Au-delà du clin d’œil, cette manufacture répond à la quête du groupe Emblem qu’il dirige désormais : préserver les savoir-faire artisanaux d’exception des petites PME. Comment ? En les fédérant, pour mutualiser certains coûts, lisser les baisses d’activités saisonnières et offrir une gamme de produits davantage à même de séduire les professionnels de la décoration par sa largesse. En 2015, les Émaux de Longwy sont donc rachetés pour rejoindre le fabricant de mobilier Taillardat acquis la même année. Aujourd’hui, la manufacture s’appuie sur un fond de collections existantes, le développement de rééditions et des collaborations avec des designers et des artistes reconnus (José Lévy, Pierre-Marie, India Mahdavi, Françoise Pétrovitch, Pierre Gonalons…) autour de séries très limitées. L’objectif visé ? Créer encore plus de désirabilité. Dans le mille !

Le geste : la presse

L’opération prépare le biscuit à son émaillage en apposant sur la pièce les contours de son décor. Un éloge de la délicatesse. 

À ce stade, la faïence a déjà connu plusieurs vies.
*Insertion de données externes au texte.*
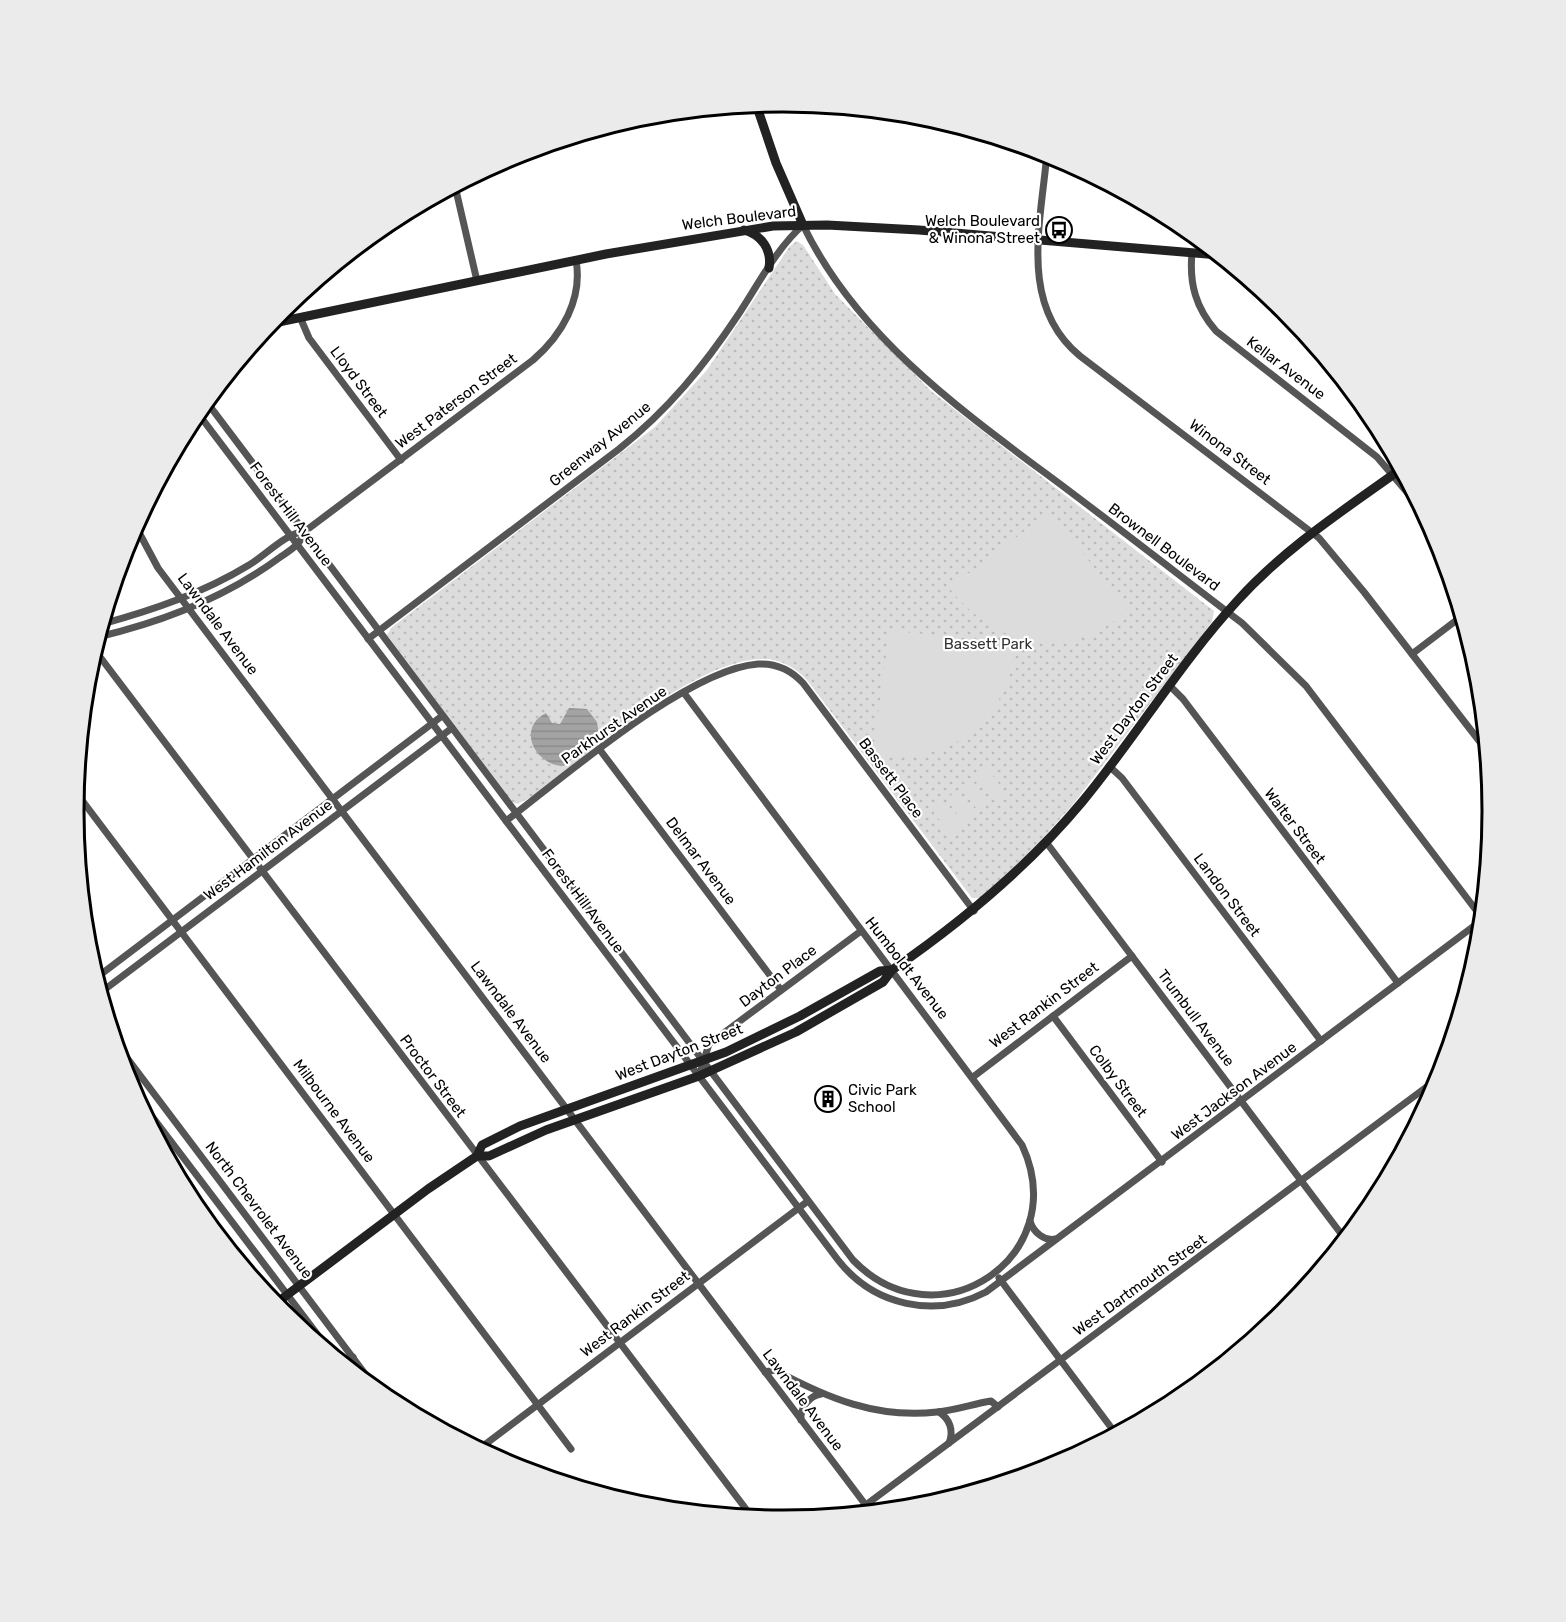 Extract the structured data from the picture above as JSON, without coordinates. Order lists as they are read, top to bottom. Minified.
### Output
{"streets":{"street":["Welch Boulevard","Kellar Avenue","Lloyd Street","West Paterson Street","Greenway Avenue","Winona Street","Forest Hill Avenue","Brownell Boulevard","Lawndale Avenue","West Dayton Street","Parkhurst Avenue","Bassett Place","Walter Street","West Hamilton Avenue","Delmar Avenue","Landon Street","Humboldt Avenue","Dayton Place","West Rankin Street","Trumbull Avenue","Proctor Street","Colby Street","West Jackson Avenue","Milbourne Avenue","North Chevrolet Avenue","West Dartmouth Street"]},"crossings":[["Welch Boulevard","Kellar Avenue"],["Welch Boulevard","Lloyd Street"],["Welch Boulevard","West Paterson Street"],["Welch Boulevard","Greenway Avenue"],["Welch Boulevard","Winona Street"],["Welch Boulevard","Brownell Boulevard"],["Lloyd Street","West Paterson Street"],["West Paterson Street","Forest Hill Avenue"],["West Paterson Street","Lawndale Avenue"],["Greenway Avenue","Forest Hill Avenue"],["Greenway Avenue","Brownell Boulevard"],["Winona Street","West Dayton Street"],["Forest Hill Avenue","West Dayton Street"],["Forest Hill Avenue","Parkhurst Avenue"],["Forest Hill Avenue","West Hamilton Avenue"],["Forest Hill Avenue","Humboldt Avenue"],["Forest Hill Avenue","Dayton Place"],["Forest Hill Avenue","West Rankin Street"],["Forest Hill Avenue","West Jackson Avenue"],["Brownell Boulevard","West Dayton Street"],["Lawndale Avenue","West Dayton Street"],["Lawndale Avenue","West Hamilton Avenue"],["Lawndale Avenue","West Rankin Street"],["Lawndale Avenue","West Dartmouth Street"],["West Dayton Street","Bassett Place"],["West Dayton Street","Walter Street"],["West Dayton Street","Landon Street"],["West Dayton Street","Humboldt Avenue"],["West Dayton Street","Dayton Place"],["West Dayton Street","Trumbull Avenue"],["West Dayton Street","Proctor Street"],["West Dayton Street","Milbourne Avenue"],["West Dayton Street","North Chevrolet Avenue"],["Parkhurst Avenue","Bassett Place"],["Parkhurst Avenue","Delmar Avenue"],["Parkhurst Avenue","Humboldt Avenue"],["Walter Street","West Jackson Avenue"],["West Hamilton Avenue","Proctor Street"],["West Hamilton Avenue","Milbourne Avenue"],["Delmar Avenue","Dayton Place"],["Landon Street","West Jackson Avenue"],["Humboldt Avenue","Dayton Place"],["Humboldt Avenue","West Rankin Street"],["West Rankin Street","Trumbull Avenue"],["West Rankin Street","Proctor Street"],["West Rankin Street","Colby Street"],["West Rankin Street","Milbourne Avenue"],["Trumbull Avenue","West Jackson Avenue"],["Trumbull Avenue","West Dartmouth Street"],["Colby Street","West Jackson Avenue"]],"parks":["Bassett Park"],"places":{"bus stop":["Welch Boulevard & Winona Street"],"building":["Civic Park School"]}}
Son modèle en plasticine a permis la création d’un moule mère dont des moules de production, cette fois, ont été tirés. La barbotine a été élaborée à partir de terres de Limoges, puis étalonnée pour vérifier sa fluidité avant d’être coulée. Après rachevage, un cycle de cuisson long de deux jours, à une température maximale de 1 040 °C, a vu naître le biscuit… L’impression peut alors commencer. Dans une salle à part, deux personnes s’affairent. L’une œuvre à la sérigraphie pour imprimer sur papier de soie les contours des décors à transférer. L’autre positionne à la main, le plus délicatement du monde, cette feuille sur la pièce à créer. Aucune erreur n’est de mise. Le papier parfaitement apposé est alors tamponné à l’aide d’un bâton spécifique puis légèrement humidifié. À l’éponge, il s’efface en un clin d’œil pour ne laisser apparaître que le cloisonné de l’émaillage, ainsi appelé pour sa capacité à retenir chaque couleur entre ses traits. Magique, à l’image d’une décalcomanie.

L'outil : la seringue 

 

Inattendu dans cet univers, l’objet est pourtant d’usage à l’heure de poser l’émail, au côté d’autres ustensiles… 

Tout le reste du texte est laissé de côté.